Koronavirüs (Covid-19) salgını tüm dünyada etkisini sürdürüyor. Salgın nedeniyle dünya genelinde şimdiye kadar 2 milyon 850 bini aşkın insan yaşamını yitirdi ve 132 milyon 545 bin vaka tespit edildi. Söz konusu ölüm ve vakaların en çok görüldüğü ülkelerden birisi de Türkiye. İlk vakanın 11 Mart 2020 tarihinde görüldüğü Türkiye'de, yaşamını yitirenlerin sayısı 32 bini, vaka sayısı 3 milyonu aştı. Türkiye'de kısa süre içerisinde vaka ve ölüm sayısında ki artış, AKP-MHP iktidarının sağlık politikalarını bir kez daha gündeme getirdi.

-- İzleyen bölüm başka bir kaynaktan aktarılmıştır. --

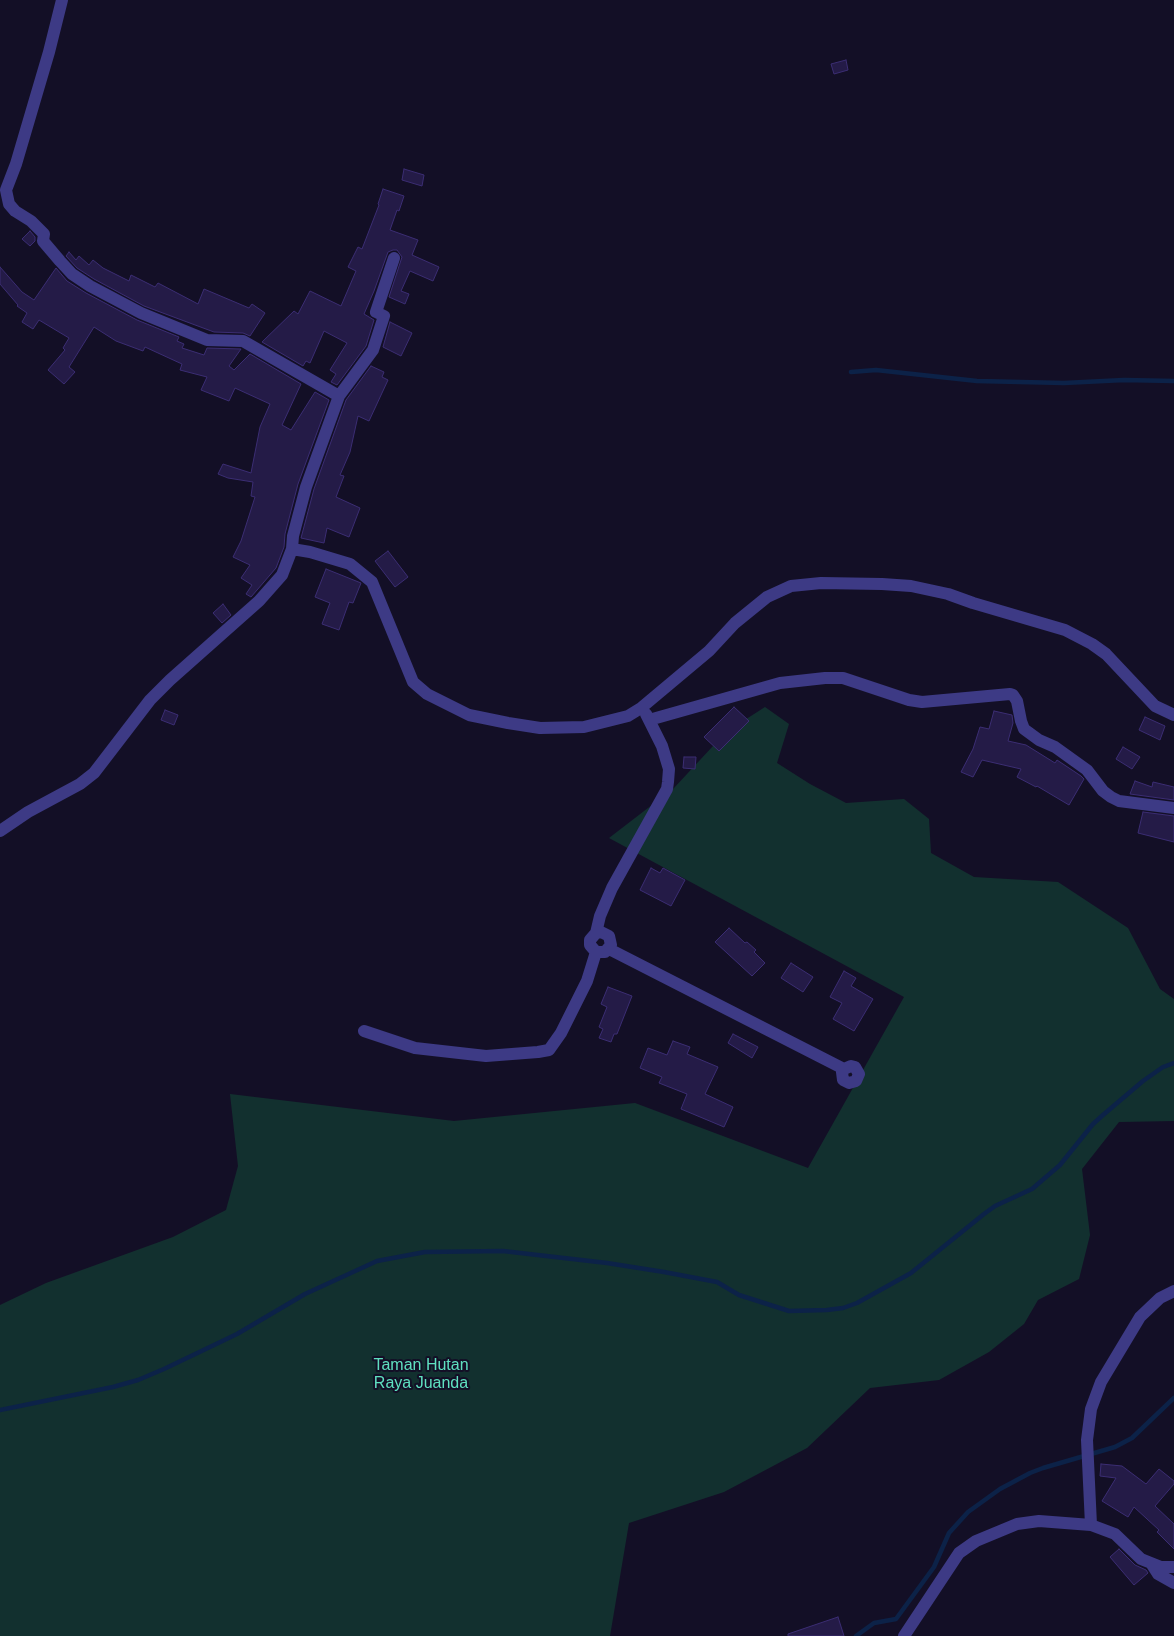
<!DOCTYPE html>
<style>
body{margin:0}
canvas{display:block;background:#130f26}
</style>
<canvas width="1174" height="1636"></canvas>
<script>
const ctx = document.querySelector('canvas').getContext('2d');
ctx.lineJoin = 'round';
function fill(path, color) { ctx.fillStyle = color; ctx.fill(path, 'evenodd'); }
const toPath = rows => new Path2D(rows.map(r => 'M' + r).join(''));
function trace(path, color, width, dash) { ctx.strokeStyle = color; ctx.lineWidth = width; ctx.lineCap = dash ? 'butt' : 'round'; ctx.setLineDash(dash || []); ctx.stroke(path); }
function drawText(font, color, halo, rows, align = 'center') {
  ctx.font = font + ' Arial,sans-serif'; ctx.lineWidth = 4; ctx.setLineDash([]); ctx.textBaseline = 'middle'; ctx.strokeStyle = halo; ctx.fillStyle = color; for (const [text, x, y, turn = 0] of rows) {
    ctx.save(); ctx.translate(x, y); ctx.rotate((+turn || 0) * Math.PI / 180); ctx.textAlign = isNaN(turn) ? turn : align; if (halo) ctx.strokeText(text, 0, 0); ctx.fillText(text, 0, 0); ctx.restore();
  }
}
const green = toPath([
 [765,707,789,724,777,763,810,784,846,803,904,799,929,819,931,853,974,877,1058,882,1128,928,1160,989,1174,999,1174,1121,1119,1122,1082,1169,1090,1235,1079,1279,1038,1300,1024,1324,989,1352,939,1380,870,1388,807,1448,724,1492,629,1523,610,1636,0,1636,0,1305,46,1283,173,1237,226,1210,238,1166,230,1094,454,1121,635,1103,808,1168,904,997,609,838,674,788,726,732]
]);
const stream = toPath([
 [851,372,876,370,977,381,1064,383,1124,380,1174,381],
 [0,1410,113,1387,138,1380,164,1369,237,1334,305,1294,377,1261,425,1252,503,1251,607,1263,664,1272,717,1282,739,1295,789,1311,827,1310,843,1308,857,1303,911,1273,984,1214,995,1206,1032,1189,1060,1165,1093,1124,1103,1115,1143,1081,1163,1067,1174,1063],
 [856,1636,874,1623,896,1619,934,1567,949,1533,968,1512,1000,1489,1030,1473,1043,1468,1115,1447,1132,1438,1174,1398]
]);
const building = toPath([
 [846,60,848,70,834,74,831,64,846,60],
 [404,169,424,175,422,186,402,180,404,169],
 [383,189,404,196,399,211,397,210,390,230,418,240,412,255,439,267,433,281,410,271,401,291,409,294,405,304,389,297,402,257,397,250,393,250,388,252,374,291,364,314,374,320,366,346,337,385,331,382,336,374,330,370,347,343,324,331,310,363,306,361,303,366,262,342,294,311,298,314,310,291,341,306,356,271,348,267,358,247,362,249,379,205,378,204,383,189],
 [30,231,35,237,35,241,30,246,22,239,30,231],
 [69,252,76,260,79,256,89,265,93,260,103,268,129,281,131,275,155,287,158,283,198,304,204,289,249,308,252,304,265,313,250,336,243,333,214,332,144,306,94,279,77,268,66,256,69,252],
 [0,267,22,292,34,300,56,268,67,281,86,293,137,320,179,337,177,341,184,344,182,348,204,355,207,348,241,349,229,366,234,370,250,354,301,384,282,425,291,430,315,392,329,400,298,484,285,534,284,547,276,568,251,597,246,594,252,585,241,578,250,565,233,557,241,541,255,497,251,496,253,482,228,478,218,474,223,464,251,473,260,427,270,404,235,388,229,401,201,390,207,377,180,370,182,364,145,347,143,351,116,341,94,327,69,367,75,372,64,384,48,370,65,350,63,348,69,338,39,320,33,329,22,322,27,313,17,306,18,305,0,284,0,267],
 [390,322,412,333,401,356,383,347,390,322],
 [371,366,384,372,382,377,388,380,369,421,358,416,350,452,340,475,344,476,336,497,360,508,349,537,327,528,324,543,301,538,314,489,346,400,371,366],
 [388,551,408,577,395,587,375,561,388,551],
 [326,569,361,583,353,603,349,602,339,630,322,624,330,603,315,597,326,569],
 [223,604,231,615,222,623,213,613,223,604],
 [734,707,749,721,719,751,704,737,734,707],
 [165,710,178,715,174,725,161,720,165,710],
 [994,711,1012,715,1013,723,1008,741,1026,745,1055,763,1057,760,1081,776,1084,779,1069,805,1037,786,1036,787,1017,777,1021,769,982,760,973,777,961,772,973,749,980,727,989,729,994,711],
 [1145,717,1165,726,1160,740,1139,730,1145,717],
 [1123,747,1140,757,1132,769,1116,759,1123,747],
 [684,757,696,757,695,769,683,768,684,757],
 [1135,781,1152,787,1153,782,1174,787,1174,800,1130,794,1135,781],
 [1143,812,1174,816,1174,842,1138,833,1143,812],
 [651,868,660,873,663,868,685,880,671,906,640,890,651,868],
 [729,928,745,943,747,942,756,950,754,952,765,963,752,976,715,942,729,928],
 [791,963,813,977,803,992,781,978,791,963],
 [844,971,856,978,851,986,873,999,854,1031,833,1019,842,1003,830,997,844,971],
 [608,987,632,996,617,1034,614,1034,611,1042,599,1038,603,1029,599,1027,607,1007,601,1004,608,987],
 [733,1034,758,1047,752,1058,728,1043,733,1034],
 [673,1041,690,1047,687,1054,718,1067,705,1094,733,1107,724,1127,681,1109,687,1094,659,1083,662,1077,640,1068,648,1048,667,1055,673,1041],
 [1101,1464,1122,1466,1146,1484,1159,1469,1174,1481,1174,1484,1155,1506,1174,1524,1174,1549,1157,1532,1159,1530,1134,1507,1128,1517,1102,1501,1116,1478,1100,1476,1101,1464],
 [1119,1549,1135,1565,1146,1570,1148,1573,1134,1585,1110,1557,1119,1549],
 [838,1617,844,1636,788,1636,788,1634,838,1617]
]);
const minor = toPath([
 [62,0,49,52,16,164,6,190,9,204,15,211,31,221,44,234,43,241,60,261,72,274,90,286,141,313,207,340,243,341,339,396],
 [292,549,310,552,350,564,372,582,413,682,427,694,469,715,508,723,540,728,584,727,628,716,641,708,709,651,735,623,767,597,791,586,821,583,882,584,911,586,948,594,973,603,1065,630,1092,644,1106,654,1155,706,1174,715],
 [649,720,780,683,825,678,843,678,909,700,922,702,1010,694,1013,695,1017,701,1021,721,1024,729,1039,740,1055,747,1087,770,1103,791,1111,797,1119,801,1174,808],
 [0,831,28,812,80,784,94,773,150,700,170,680,259,601,282,575,292,549,293,536,306,487,339,396,373,350,384,316,376,312,394,258],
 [596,933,601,932,609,936,611,945,605,952,596,952,590,945,590,940,596,933,600,916,612,888,667,789,668,782,669,769,662,746,646,714],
 [609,949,844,1069,851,1066,855,1067,859,1074,856,1081,849,1083,843,1080,842,1072,844,1069],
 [364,1031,415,1048,486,1056,538,1052,549,1050,561,1033,587,981,596,952],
 [1091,1525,1087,1440,1091,1409,1101,1382,1140,1317,1160,1298,1174,1291],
 [1151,1563,1158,1574,1174,1583],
 [904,1636,959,1553,976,1541,1017,1524,1039,1521,1091,1525,1115,1534,1141,1559,1161,1567,1174,1567]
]);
const parkNames = [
 ["Taman Hutan",421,1366],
 ["Raya Juanda",421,1384]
];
fill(green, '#12302f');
trace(stream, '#0c2248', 4.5);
fill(building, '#241b47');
trace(building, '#3b2d73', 1);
trace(minor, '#3d3a85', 12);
drawText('16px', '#5fe0c0', '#130f26', parkNames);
</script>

Sağlık ve Sosyal Hizmet Emekçileri Sendikası (SES) Eş Genel Başkanı Selma Atabey, üzerinden bir yıl geçen pandemi sürecinde özellikle sağlık alanında yaşanan eksiklikleri değerlendirdi.
'İktidar şeffaf davranmadı'
Pandemi sürecinin yanlış yönetildiğini belirten Selma, salgında eve kapanan insanların hem sosyal hem de psikolojik olarak olumsuz etkilendiğini ifade etti. Türkiye'de ilk salgın vakasının geç açıklandığını ve saklandığını hatırlatan Selma, sürecin başından bu yana iktidarın şeffaf davranmadığını ve bu durumdan kaynaklı sağlıkçıların hazırlıksız yakalandığını dile getirerek,"Hastanelerde sağlık emekçilerine herhangi bir eğitim verilmemişti. Halka dönük herhangi bir bilgilendirme yapılmadığı için ilk koronavirüs vakası açıklandıktan sonra hem toplumda hem de sağlık alanında çok ciddi kaos, korku ve kaygı oluştu. Bunun şoku 1 Haziran’a kadar devam etti” diye konuştu.
‘1 Haziran'a kadar ciddi travmalar yaşandı’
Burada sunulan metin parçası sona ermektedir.